We typically collect personal information about prospective employees, appointees, workers and contractors through the application and recruitment process, either directly from candidates or sometimes from a third party such as an employment agency or background check provider. These third parties include:

  • former employers
  • credit reference agencies
  • Disclosure and Barring Service (DBS)
  • other background check agencies
  • other Government Departments
  • pensions administrators
  • medical and occupational health professionals
  • professionals who advise the Commission generally and/or in relation to any grievance, conduct appraisal or performance review procedure.

International transfers

As your personal data is stored on our IT infrastructure, and shared with our data processors, it may be transferred and stored securely outside the UK. Where this is the case it will be subject to equivalent legal protection through an adequacy decision, reliance on Standard Contractual Clauses, or reliance on a UK International Data Transfer Agreement.

Your rights

You have the right to request information about how your personal data are processed, and to request a copy of that personal data.

You have the right to request that any inaccuracies in your personal data are rectified without delay.

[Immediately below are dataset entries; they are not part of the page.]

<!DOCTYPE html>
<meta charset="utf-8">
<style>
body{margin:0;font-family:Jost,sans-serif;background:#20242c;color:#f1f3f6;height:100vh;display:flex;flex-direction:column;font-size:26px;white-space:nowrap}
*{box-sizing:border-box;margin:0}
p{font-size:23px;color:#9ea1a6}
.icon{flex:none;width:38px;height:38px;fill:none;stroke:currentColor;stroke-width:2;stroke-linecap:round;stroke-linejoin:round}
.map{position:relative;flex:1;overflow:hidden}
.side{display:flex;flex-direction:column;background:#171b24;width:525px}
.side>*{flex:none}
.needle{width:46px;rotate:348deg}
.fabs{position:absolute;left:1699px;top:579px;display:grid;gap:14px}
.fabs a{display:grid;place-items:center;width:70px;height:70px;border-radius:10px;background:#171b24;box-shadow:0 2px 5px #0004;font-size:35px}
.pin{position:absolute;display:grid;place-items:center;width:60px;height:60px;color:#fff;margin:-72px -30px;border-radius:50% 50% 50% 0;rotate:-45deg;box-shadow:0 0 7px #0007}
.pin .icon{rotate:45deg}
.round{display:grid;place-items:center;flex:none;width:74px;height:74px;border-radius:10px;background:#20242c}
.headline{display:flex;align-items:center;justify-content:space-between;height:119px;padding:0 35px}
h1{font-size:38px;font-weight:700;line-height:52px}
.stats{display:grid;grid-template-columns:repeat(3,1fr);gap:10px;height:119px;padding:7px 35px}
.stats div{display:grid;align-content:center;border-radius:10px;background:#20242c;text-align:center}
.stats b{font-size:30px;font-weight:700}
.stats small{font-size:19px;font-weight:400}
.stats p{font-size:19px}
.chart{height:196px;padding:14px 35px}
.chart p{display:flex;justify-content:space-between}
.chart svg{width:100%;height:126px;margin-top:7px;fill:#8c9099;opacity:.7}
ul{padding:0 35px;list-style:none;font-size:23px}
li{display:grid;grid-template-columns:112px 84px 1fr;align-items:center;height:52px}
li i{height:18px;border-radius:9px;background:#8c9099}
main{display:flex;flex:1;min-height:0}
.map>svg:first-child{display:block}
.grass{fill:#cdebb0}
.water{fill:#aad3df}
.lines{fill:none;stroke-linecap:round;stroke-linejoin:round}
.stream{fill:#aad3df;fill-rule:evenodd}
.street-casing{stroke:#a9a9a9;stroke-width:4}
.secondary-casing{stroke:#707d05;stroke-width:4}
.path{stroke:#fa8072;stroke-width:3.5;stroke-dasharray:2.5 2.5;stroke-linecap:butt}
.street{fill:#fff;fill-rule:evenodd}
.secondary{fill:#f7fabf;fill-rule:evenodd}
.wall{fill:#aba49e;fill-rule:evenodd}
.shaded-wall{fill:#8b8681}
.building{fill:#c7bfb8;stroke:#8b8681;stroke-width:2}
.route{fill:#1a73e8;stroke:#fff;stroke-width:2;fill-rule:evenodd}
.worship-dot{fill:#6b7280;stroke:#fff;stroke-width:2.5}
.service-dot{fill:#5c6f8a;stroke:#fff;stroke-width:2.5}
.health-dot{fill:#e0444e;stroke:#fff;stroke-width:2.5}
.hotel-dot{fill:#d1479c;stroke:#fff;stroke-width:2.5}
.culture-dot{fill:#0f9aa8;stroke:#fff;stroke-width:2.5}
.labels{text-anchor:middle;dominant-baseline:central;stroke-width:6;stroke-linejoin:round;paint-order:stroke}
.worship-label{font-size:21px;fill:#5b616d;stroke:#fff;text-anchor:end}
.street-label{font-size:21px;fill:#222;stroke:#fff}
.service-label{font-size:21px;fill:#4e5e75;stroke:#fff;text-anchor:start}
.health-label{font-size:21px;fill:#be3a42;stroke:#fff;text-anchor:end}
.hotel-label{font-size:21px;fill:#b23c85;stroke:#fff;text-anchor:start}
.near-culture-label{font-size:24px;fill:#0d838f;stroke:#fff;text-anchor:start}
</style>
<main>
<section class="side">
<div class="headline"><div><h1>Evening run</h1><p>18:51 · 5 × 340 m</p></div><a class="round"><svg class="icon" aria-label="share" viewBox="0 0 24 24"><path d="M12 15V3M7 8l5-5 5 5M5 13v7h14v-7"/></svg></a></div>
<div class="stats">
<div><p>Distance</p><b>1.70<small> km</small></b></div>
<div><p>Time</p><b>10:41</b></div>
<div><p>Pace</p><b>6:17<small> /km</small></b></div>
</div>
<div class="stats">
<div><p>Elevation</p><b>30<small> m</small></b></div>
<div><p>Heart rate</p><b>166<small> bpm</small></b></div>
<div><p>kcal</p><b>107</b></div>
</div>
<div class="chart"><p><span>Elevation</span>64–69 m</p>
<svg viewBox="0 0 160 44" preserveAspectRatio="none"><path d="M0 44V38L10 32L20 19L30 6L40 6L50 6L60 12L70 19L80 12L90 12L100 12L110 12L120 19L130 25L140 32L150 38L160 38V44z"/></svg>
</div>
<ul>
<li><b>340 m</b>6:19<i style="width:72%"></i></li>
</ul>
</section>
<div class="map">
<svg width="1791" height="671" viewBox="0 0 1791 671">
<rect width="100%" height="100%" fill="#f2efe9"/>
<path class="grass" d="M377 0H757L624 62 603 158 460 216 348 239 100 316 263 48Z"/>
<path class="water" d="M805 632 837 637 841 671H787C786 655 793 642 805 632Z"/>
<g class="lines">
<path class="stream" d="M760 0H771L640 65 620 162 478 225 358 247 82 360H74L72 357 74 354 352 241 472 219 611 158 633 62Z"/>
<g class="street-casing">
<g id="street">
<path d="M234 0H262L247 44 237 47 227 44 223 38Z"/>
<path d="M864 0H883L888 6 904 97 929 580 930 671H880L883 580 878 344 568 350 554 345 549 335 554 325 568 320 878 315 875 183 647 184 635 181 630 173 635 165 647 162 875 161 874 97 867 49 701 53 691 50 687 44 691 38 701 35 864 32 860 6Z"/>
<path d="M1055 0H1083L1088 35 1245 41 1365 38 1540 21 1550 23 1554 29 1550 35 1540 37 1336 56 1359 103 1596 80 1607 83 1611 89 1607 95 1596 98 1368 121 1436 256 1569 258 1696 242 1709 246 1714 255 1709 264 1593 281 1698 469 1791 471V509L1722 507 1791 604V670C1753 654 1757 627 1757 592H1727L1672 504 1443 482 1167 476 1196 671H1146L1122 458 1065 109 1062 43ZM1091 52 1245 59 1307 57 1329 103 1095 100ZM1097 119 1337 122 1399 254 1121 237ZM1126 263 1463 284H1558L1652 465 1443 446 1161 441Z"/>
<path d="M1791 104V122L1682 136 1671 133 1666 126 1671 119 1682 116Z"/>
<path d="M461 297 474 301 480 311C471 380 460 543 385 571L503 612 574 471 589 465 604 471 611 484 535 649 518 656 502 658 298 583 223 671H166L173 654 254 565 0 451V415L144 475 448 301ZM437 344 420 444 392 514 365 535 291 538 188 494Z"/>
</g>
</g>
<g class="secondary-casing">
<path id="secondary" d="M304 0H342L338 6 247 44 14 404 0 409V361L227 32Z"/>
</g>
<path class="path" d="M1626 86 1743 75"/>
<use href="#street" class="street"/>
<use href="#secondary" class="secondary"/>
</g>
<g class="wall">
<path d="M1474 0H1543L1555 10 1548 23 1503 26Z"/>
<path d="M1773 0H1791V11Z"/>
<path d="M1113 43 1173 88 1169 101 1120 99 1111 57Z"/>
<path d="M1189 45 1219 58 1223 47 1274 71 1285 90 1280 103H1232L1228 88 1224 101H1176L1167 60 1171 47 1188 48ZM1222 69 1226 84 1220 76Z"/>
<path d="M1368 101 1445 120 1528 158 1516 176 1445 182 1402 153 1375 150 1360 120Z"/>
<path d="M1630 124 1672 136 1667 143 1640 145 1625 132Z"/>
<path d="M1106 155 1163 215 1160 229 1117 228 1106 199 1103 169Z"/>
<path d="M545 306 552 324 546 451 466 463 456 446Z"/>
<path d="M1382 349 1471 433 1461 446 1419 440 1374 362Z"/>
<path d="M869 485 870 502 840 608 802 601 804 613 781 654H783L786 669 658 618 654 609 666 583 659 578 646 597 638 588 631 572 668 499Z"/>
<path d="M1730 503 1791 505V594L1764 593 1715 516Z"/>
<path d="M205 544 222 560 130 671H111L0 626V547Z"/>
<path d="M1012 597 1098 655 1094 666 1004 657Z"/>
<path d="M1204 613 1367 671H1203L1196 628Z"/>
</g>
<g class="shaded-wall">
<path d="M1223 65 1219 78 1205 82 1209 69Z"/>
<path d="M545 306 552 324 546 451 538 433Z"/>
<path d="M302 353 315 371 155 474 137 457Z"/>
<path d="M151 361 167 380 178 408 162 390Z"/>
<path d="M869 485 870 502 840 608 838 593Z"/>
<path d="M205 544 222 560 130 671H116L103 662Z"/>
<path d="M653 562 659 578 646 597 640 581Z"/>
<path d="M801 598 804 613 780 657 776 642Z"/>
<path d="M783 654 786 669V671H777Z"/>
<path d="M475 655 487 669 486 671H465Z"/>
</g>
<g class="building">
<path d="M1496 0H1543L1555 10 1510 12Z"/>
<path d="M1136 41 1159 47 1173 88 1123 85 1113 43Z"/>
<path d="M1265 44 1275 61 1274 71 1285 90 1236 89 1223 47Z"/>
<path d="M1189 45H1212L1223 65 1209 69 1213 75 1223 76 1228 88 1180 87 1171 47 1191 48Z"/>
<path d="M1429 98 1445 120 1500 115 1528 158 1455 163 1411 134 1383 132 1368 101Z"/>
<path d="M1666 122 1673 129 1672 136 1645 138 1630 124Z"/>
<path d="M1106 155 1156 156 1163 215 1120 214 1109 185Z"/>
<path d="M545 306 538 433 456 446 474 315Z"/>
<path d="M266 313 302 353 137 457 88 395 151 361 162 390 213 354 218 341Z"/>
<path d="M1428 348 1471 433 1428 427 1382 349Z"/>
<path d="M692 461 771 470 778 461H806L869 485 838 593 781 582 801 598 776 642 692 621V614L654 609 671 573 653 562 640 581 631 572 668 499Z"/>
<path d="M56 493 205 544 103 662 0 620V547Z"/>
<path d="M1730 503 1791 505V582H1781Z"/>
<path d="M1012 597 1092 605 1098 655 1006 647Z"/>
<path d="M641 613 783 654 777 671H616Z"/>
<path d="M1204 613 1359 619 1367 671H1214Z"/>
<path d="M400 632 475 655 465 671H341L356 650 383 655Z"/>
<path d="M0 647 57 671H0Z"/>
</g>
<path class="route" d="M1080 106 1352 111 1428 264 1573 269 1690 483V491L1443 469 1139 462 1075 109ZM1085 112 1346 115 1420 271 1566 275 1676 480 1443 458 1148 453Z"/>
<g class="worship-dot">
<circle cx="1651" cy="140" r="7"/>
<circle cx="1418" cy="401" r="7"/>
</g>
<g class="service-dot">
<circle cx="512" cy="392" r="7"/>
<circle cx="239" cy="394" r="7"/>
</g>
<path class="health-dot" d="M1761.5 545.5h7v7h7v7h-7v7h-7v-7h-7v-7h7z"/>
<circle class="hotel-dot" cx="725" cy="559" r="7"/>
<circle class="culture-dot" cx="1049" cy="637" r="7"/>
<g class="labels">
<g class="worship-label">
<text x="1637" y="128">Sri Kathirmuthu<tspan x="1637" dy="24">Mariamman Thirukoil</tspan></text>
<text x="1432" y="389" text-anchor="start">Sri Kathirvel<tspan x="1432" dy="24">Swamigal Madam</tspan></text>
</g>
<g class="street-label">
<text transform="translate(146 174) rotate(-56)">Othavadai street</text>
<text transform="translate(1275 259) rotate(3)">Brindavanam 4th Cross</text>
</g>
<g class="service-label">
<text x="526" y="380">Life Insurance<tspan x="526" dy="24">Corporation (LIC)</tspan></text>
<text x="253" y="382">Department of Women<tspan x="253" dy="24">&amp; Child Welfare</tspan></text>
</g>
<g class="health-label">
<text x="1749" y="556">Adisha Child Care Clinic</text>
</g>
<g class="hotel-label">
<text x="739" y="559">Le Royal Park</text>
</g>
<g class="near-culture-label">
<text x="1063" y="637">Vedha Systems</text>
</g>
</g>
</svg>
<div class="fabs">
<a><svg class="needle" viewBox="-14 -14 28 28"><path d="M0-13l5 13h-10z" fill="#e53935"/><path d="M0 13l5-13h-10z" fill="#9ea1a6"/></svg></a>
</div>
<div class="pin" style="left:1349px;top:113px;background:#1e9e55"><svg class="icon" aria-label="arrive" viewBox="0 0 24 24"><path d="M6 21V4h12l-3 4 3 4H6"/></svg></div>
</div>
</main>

You have the right to request that any incomplete personal data are completed, including by means of a supplementary statement.

You have the right to request that your personal data are erased if there is no longer a justification for them to be processed.

You have the right in certain circumstances (for example, where accuracy is contested) to request that the processing of your personal data is restricted.

You have the right to object to the processing of your personal data.

Contact details

The data controller for your personal data is the Civil Service Commission. The contact details for the data controller are: Civil Service Commission, G08, 1 Horse Guards Road, London, SW1A 2HQ or [email protected]

Because we use Cabinet Office IT systems, we consider that the Civil Service Commission and the Cabinet Office are joint data controllers. The Civil Service Commission is the lead data controller for any personal data processed in relation to the above purposes.

The contact details for the Cabinet Office data controller’s Data Protection Officer are: [email protected]

The Data Protection Officer provides independent advice and monitoring of the Civil Service Commission’s use of personal information.